Data excerpts:
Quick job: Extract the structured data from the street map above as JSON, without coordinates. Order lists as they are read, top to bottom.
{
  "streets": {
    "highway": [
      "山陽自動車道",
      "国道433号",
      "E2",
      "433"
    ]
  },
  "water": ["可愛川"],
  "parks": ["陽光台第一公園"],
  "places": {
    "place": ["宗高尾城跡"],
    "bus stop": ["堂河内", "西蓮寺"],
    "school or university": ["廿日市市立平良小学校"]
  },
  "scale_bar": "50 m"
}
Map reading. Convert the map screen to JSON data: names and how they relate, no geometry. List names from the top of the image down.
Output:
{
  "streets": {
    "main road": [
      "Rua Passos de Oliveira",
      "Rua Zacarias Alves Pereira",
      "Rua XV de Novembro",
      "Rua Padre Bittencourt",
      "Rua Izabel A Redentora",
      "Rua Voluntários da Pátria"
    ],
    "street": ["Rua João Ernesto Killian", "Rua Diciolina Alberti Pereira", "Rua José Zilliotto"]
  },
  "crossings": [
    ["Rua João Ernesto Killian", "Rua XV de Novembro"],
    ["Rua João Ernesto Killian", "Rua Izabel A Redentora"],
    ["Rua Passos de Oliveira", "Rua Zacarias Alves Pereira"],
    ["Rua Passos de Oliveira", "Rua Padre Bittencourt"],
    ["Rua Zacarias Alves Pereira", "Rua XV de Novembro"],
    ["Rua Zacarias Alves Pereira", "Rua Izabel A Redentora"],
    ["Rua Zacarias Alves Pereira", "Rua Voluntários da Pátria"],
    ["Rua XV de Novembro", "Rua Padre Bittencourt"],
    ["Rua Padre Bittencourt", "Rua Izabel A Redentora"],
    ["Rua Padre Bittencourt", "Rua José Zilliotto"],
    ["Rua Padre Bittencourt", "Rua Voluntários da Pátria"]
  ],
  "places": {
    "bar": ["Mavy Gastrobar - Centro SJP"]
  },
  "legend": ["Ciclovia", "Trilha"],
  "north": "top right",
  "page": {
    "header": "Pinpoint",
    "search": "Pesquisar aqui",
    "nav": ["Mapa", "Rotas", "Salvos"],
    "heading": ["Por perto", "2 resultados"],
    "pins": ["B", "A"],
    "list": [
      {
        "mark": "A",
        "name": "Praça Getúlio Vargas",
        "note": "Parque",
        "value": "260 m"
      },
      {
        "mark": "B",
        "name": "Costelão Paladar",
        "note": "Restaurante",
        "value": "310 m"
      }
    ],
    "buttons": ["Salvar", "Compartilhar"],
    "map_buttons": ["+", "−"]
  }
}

Your task: The full listing must be copied exactly, every line included.

Written response:
Quick job: Extract the structured data from the street map above as JSON, without coordinates. Order lists as they are read, top to bottom.
{
  "streets": {
    "highway": [
      "山陽自動車道",
      "国道433号",
      "E2",
      "433"
    ]
  },
  "water": ["可愛川"],
  "parks": ["陽光台第一公園"],
  "places": {
    "place": ["宗高尾城跡"],
    "bus stop": ["堂河内", "西蓮寺"],
    "school or university": ["廿日市市立平良小学校"]
  },
  "scale_bar": "50 m"
}
Map reading. Convert the map screen to JSON data: names and how they relate, no geometry. List names from the top of the image down.
Output:
{
  "streets": {
    "main road": [
      "Rua Passos de Oliveira",
      "Rua Zacarias Alves Pereira",
      "Rua XV de Novembro",
      "Rua Padre Bittencourt",
      "Rua Izabel A Redentora",
      "Rua Voluntários da Pátria"
    ],
    "street": ["Rua João Ernesto Killian", "Rua Diciolina Alberti Pereira", "Rua José Zilliotto"]
  },
  "crossings": [
    ["Rua João Ernesto Killian", "Rua XV de Novembro"],
    ["Rua João Ernesto Killian", "Rua Izabel A Redentora"],
    ["Rua Passos de Oliveira", "Rua Zacarias Alves Pereira"],
    ["Rua Passos de Oliveira", "Rua Padre Bittencourt"],
    ["Rua Zacarias Alves Pereira", "Rua XV de Novembro"],
    ["Rua Zacarias Alves Pereira", "Rua Izabel A Redentora"],
    ["Rua Zacarias Alves Pereira", "Rua Voluntários da Pátria"],
    ["Rua XV de Novembro", "Rua Padre Bittencourt"],
    ["Rua Padre Bittencourt", "Rua Izabel A Redentora"],
    ["Rua Padre Bittencourt", "Rua José Zilliotto"],
    ["Rua Padre Bittencourt", "Rua Voluntários da Pátria"]
  ],
  "places": {
    "bar": ["Mavy Gastrobar - Centro SJP"]
  },
  "legend": ["Ciclovia", "Trilha"],
  "north": "top right",
  "page": {
    "header": "Pinpoint",
    "search": "Pesquisar aqui",
    "nav": ["Mapa", "Rotas", "Salvos"],
    "heading": ["Por perto", "2 resultados"],
    "pins": ["B", "A"],
    "list": [
      {
        "mark": "A",
        "name": "Praça Getúlio Vargas",
        "note": "Parque",
        "value": "260 m"
      },
      {
        "mark": "B",
        "name": "Costelão Paladar",
        "note": "Restaurante",
        "value": "310 m"
      }
    ],
    "buttons": ["Salvar", "Compartilhar"],
    "map_buttons": ["+", "−"]
  }
}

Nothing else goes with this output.